Follow up on previous blog post about unusual names for boys

Back in August 2009 I posted this blog with my comments on some stories (countering what they say) I found which say that unusual names affect boys in a negative way. I was looking again at the story at the first link in that blog and found that it's mathematically skewed. Here's a quote from a post I made on that at Nameberry (also quoted at the bottom is a line about confusing black or unfavorably-ethnic names with those that are merely uncommon):

If I recall correctly the most popular name got a 100 and a name with half as many bearers got a 50, a quarter of the most popular name was a 25, and so on. What that does is overweigh the results of just the few most popular names (whether that be good or bad) and underweighs the result of the less common names (which in this case gives the author a false or at least skewed conclusion). The mathematically correct way to conduct this experiment is instead of the aforementioned scale use the actual percentages to compute the results (if that is a bit unwidely taking the reciprocal of the precentages will yield the same results, this time with a higher value corresponding to a more unusual name).

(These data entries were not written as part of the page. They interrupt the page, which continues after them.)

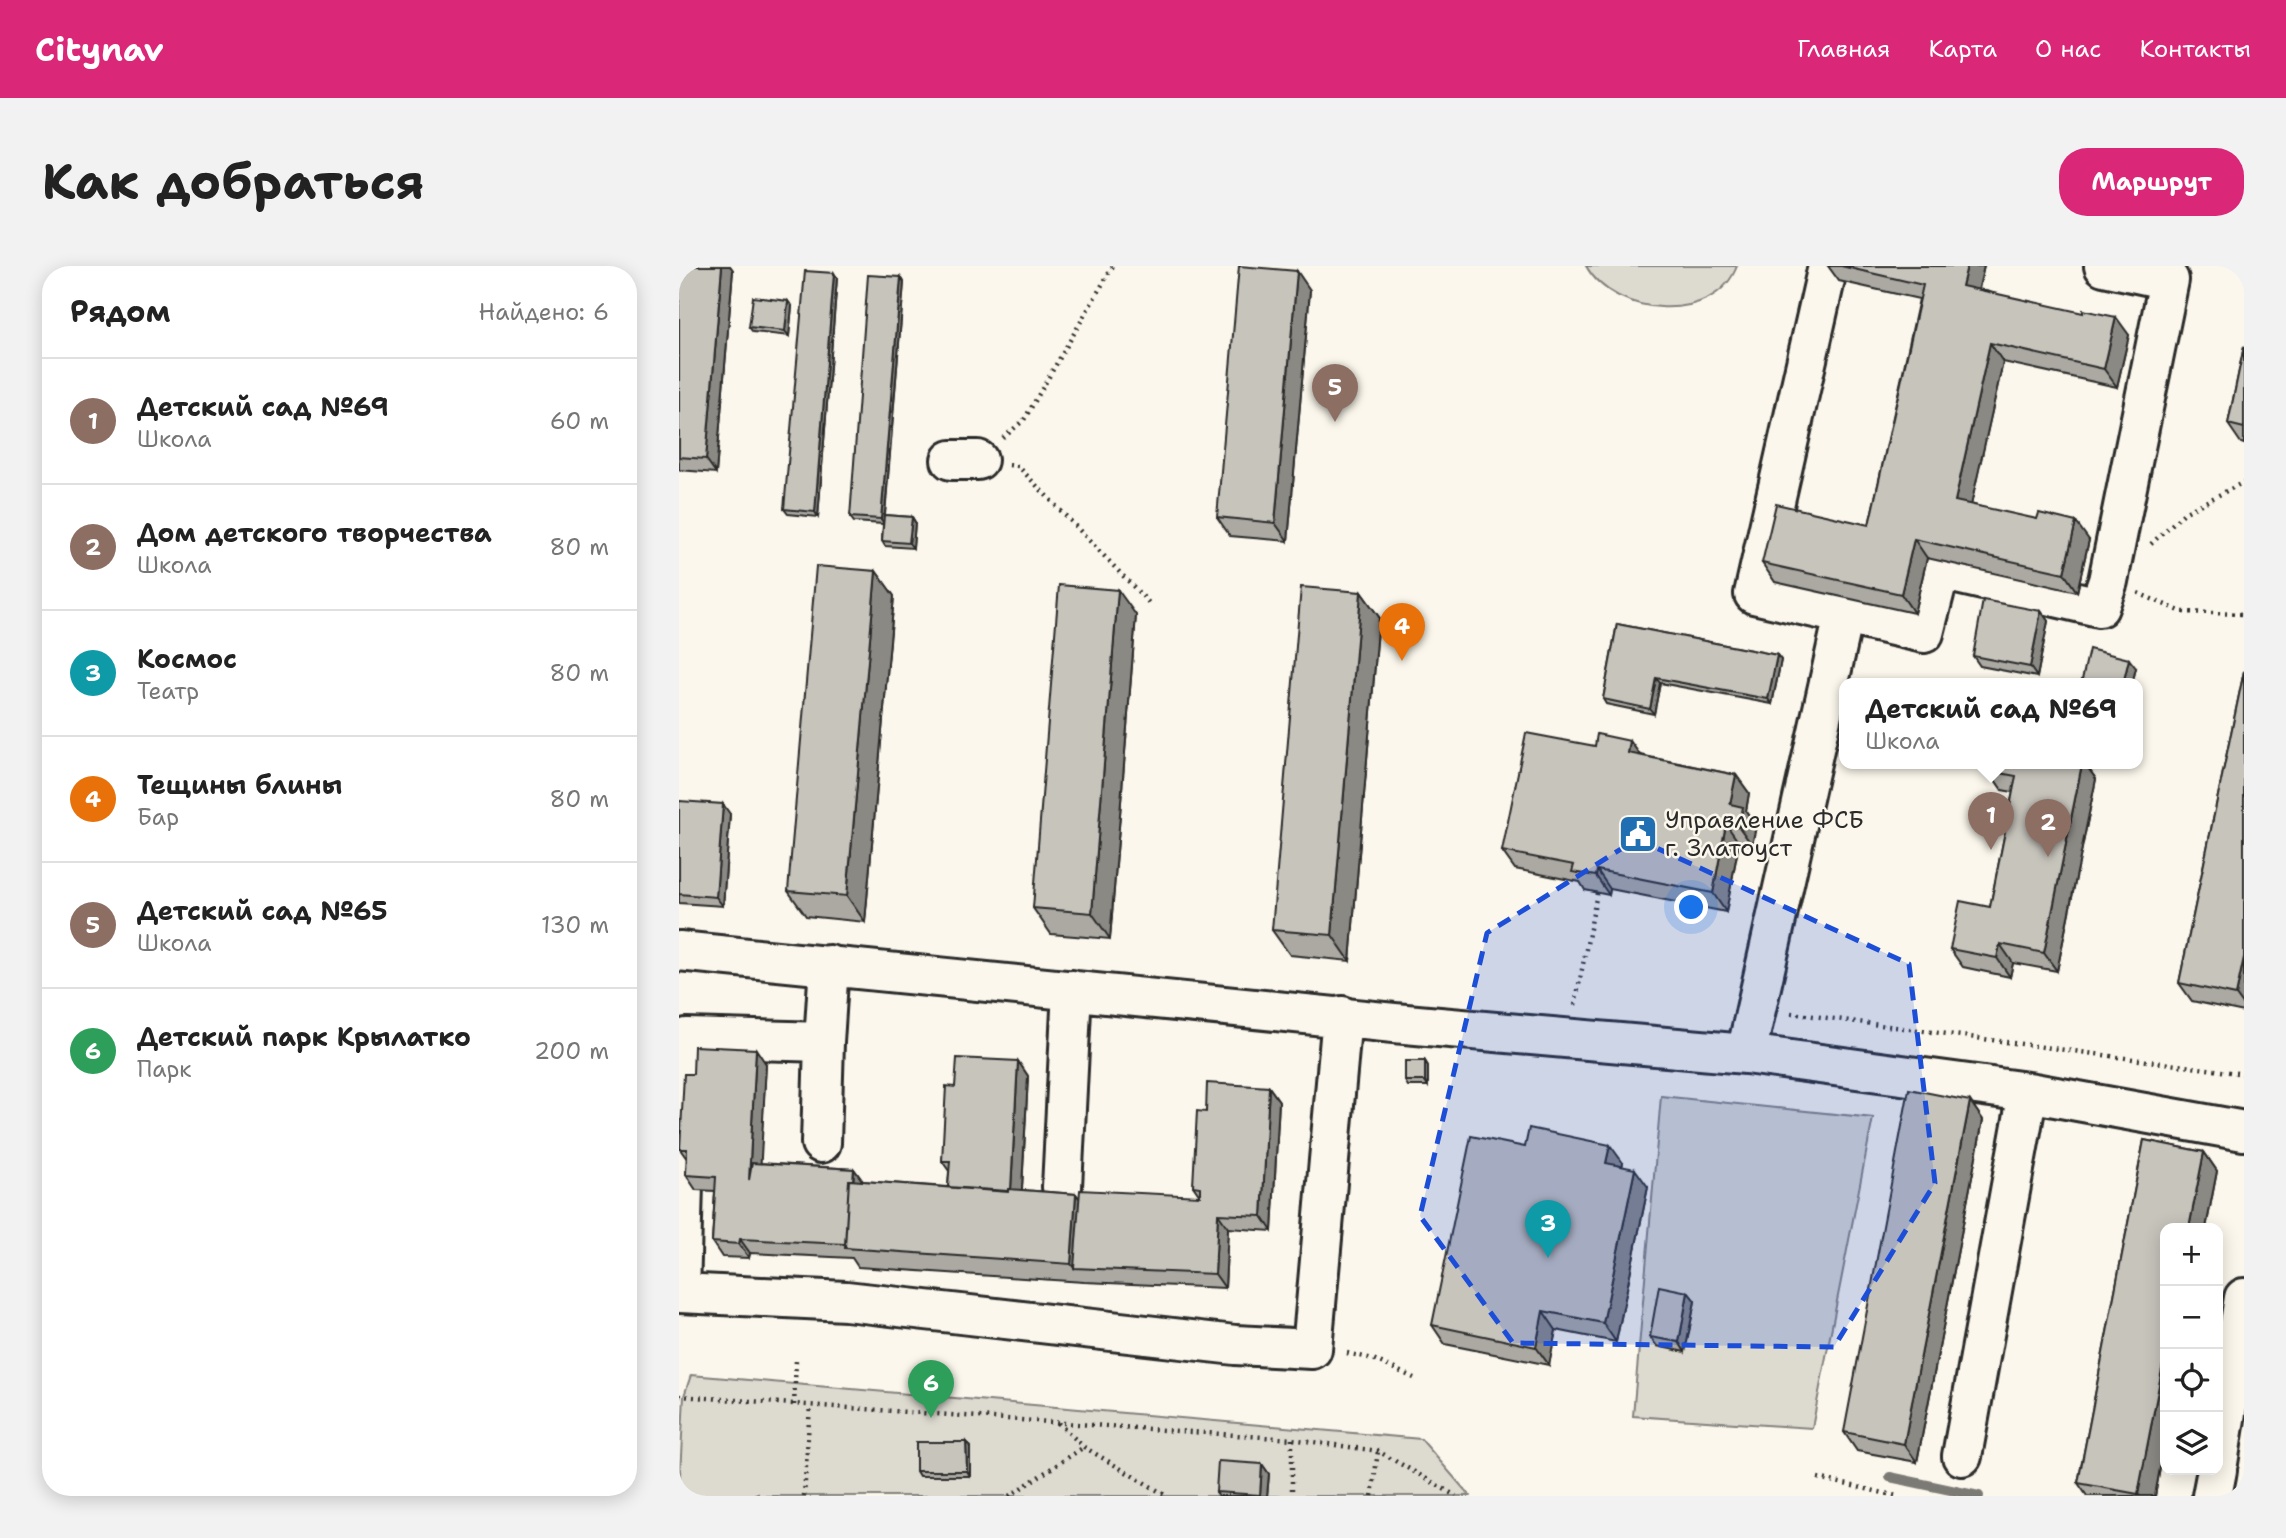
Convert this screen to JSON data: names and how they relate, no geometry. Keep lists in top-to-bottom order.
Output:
{
  "places": {
    "public building": ["Управление ФСБ г. Златоуст"]
  },
  "page": {
    "header": "Citynav",
    "nav": [
      "Главная",
      "Карта",
      "О нас",
      "Контакты"
    ],
    "buttons": "Маршрут",
    "title": "Как добраться",
    "heading": ["Рядом", "Найдено: 6"],
    "list": [
      {
        "mark": "1",
        "name": "Детский сад №69",
        "note": "Школа",
        "value": "60 m"
      },
      {
        "mark": "2",
        "name": "Дом детского творчества",
        "note": "Школа",
        "value": "80 m"
      },
      {
        "mark": "3",
        "name": "Космос",
        "note": "Театр",
        "value": "80 m"
      },
      {
        "mark": "4",
        "name": "Тещины блины",
        "note": "Бар",
        "value": "80 m"
      },
      {
        "mark": "5",
        "name": "Детский сад №65",
        "note": "Школа",
        "value": "130 m"
      },
      {
        "mark": "6",
        "name": "Детский парк Крылатко",
        "note": "Парк",
        "value": "200 m"
      }
    ],
    "pins": [
      "5",
      "4",
      "1",
      "2",
      "3",
      "6"
    ],
    "popup": ["Детский сад №69", "Школа"],
    "map_buttons": ["+", "−"]
  }
}
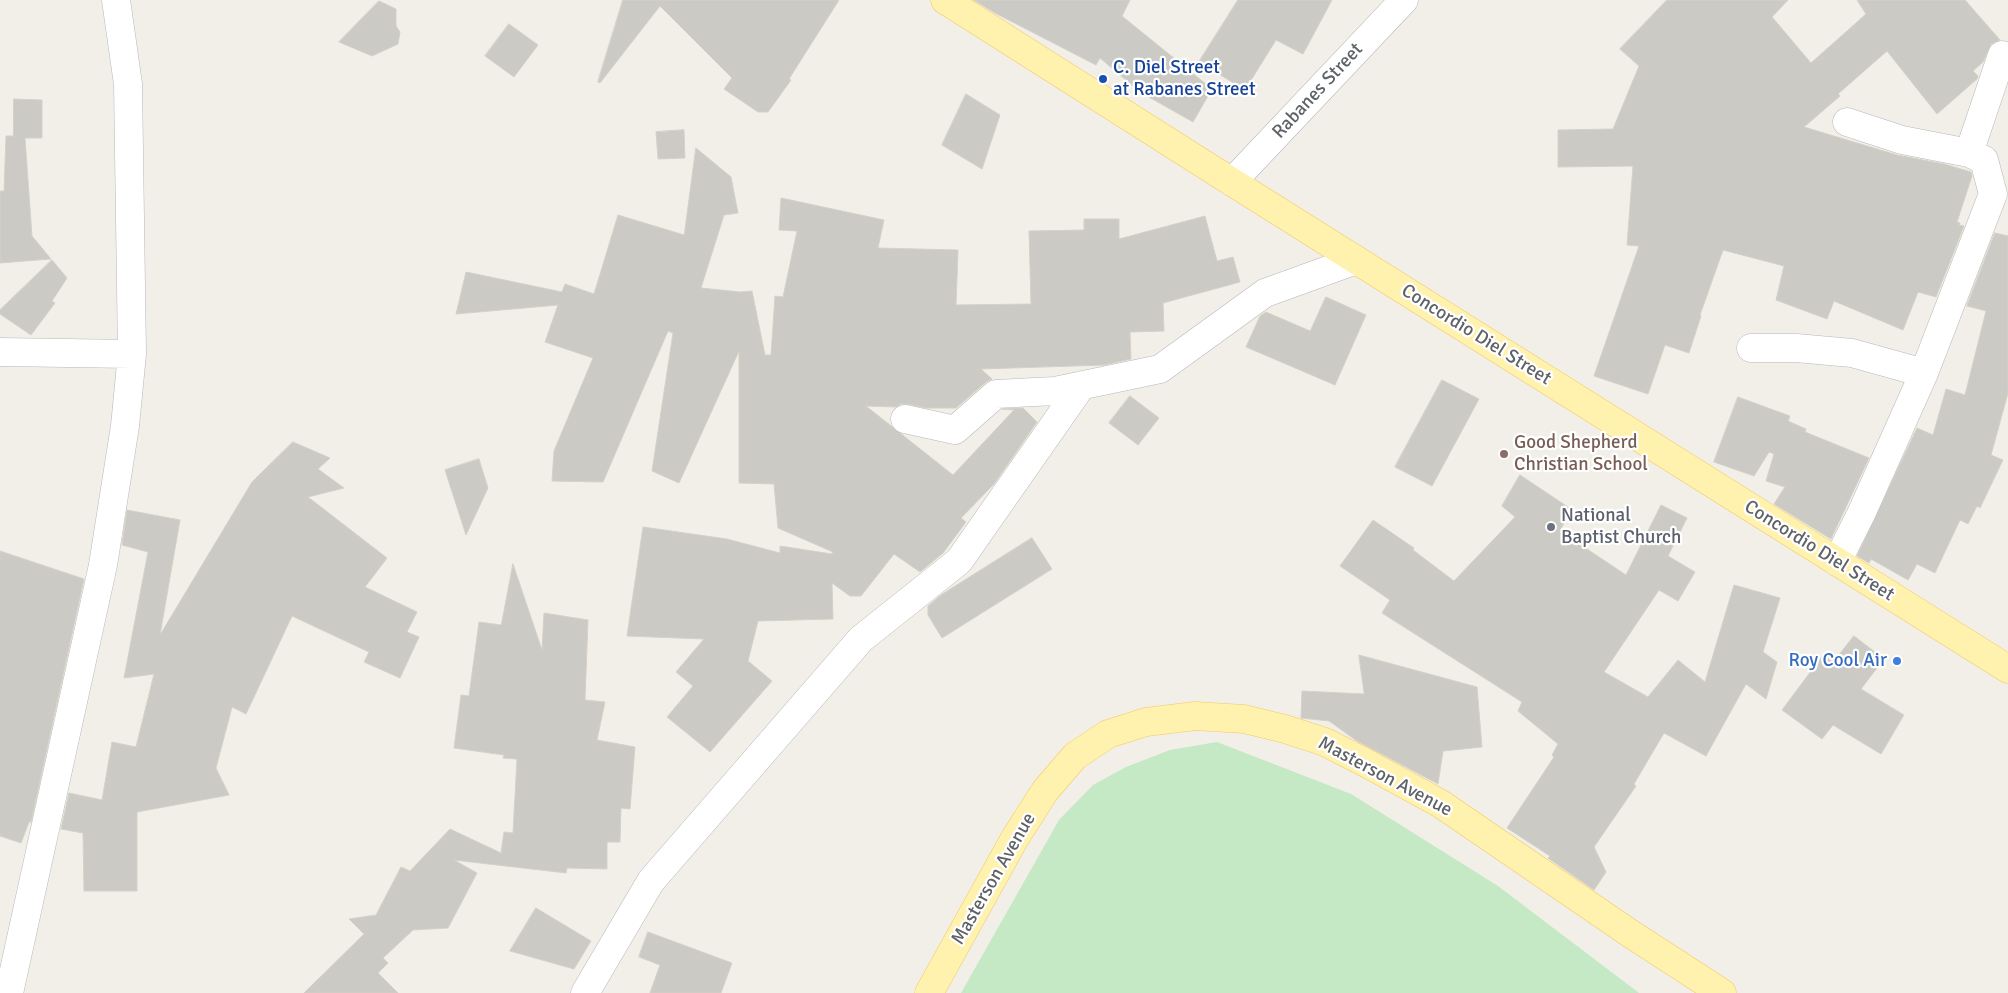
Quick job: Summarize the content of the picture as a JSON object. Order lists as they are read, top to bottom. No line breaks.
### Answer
{"streets":{"main road":["Concordio Diel Street","Masterson Avenue"],"street":["Rabanes Street"]},"crossings":[["Rabanes Street","Concordio Diel Street"]],"places":["C. Diel Street at Rabanes Street","Good Shepherd Christian School","National Baptist Church","Roy Cool Air"]}
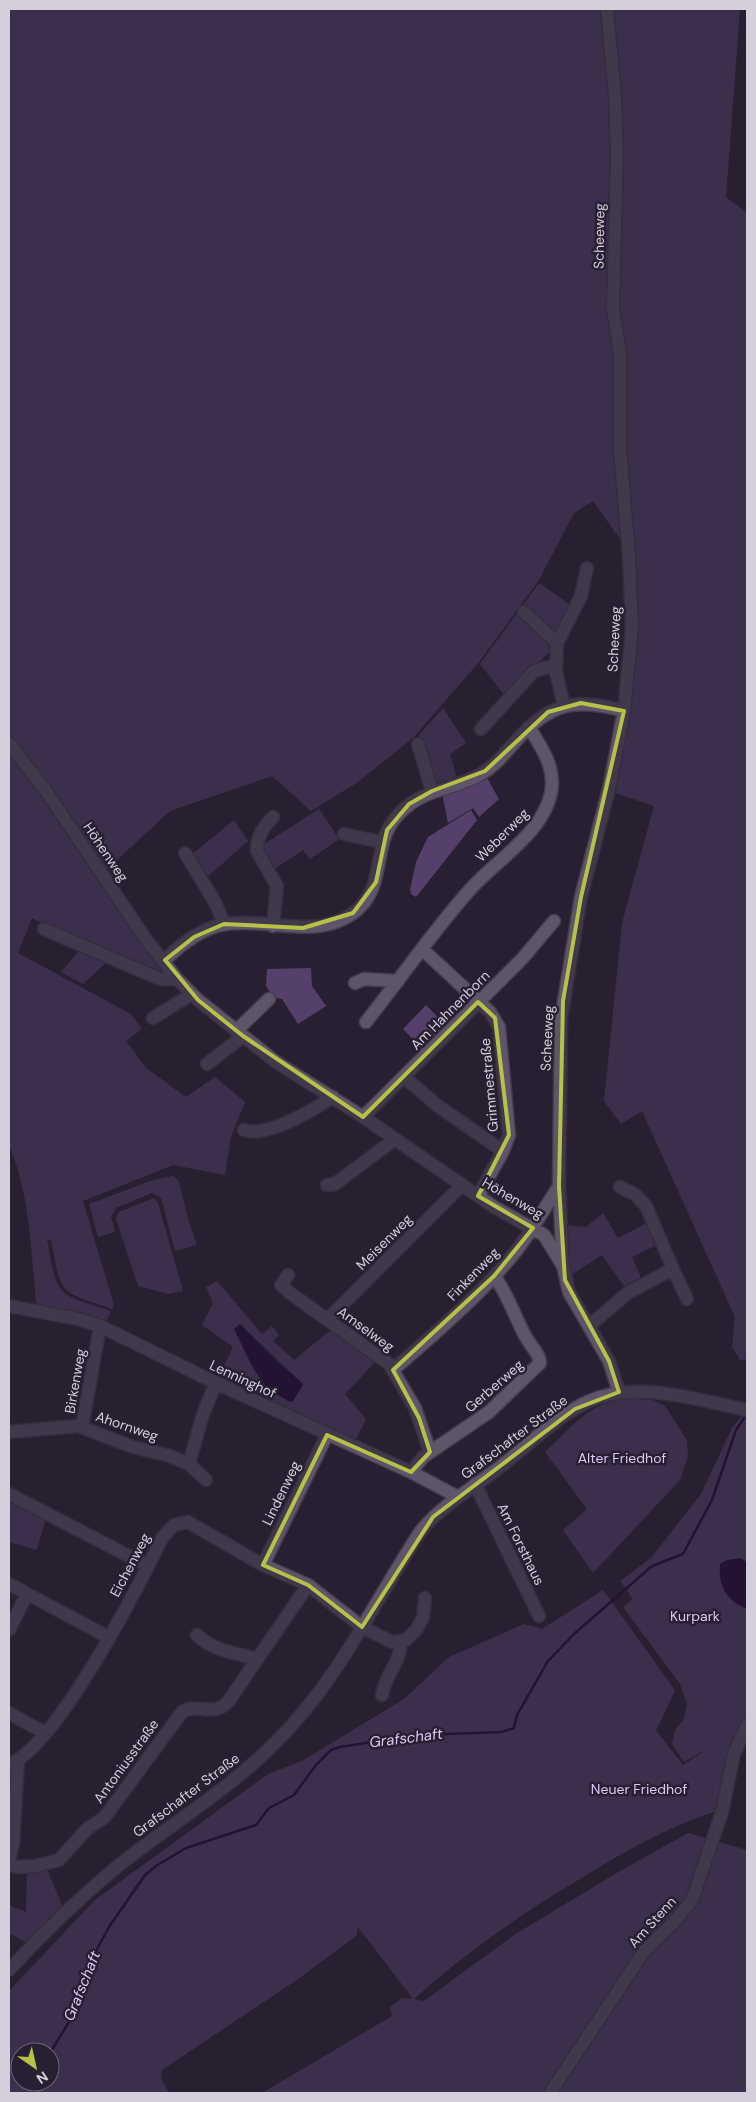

Also, those who are doing such studies need to separate the concept of black or other unfavorably-ethnic names from those that are merely unusual (with the former there have been valid studies about resume response with such names, etc.).

1 comment:

  1. I'm loathe to admit that the maths is beyond me, but I thought about your second point when I followed the link to the article, as they gave Kareem as an example of an unusual name.

    The article was from a British paper, and there are a very large amount of Indian, Pakistani and Bangladeshi people living here. Among those ethnic groups Kareem is fairly popular. There tend to be areas with exponentially large communities of Asians, partly because recent immigrants will go and live next to Aunt So-and-so in order to minimise the culture shock. As which school you go to is determined by where you live, some schools are made up almost entirely of a certain ethnic group. So many Kareems will go to school with a lot of other Kareems, and no-one would tease them at all, which takes that factor out of any later criminal behaviour.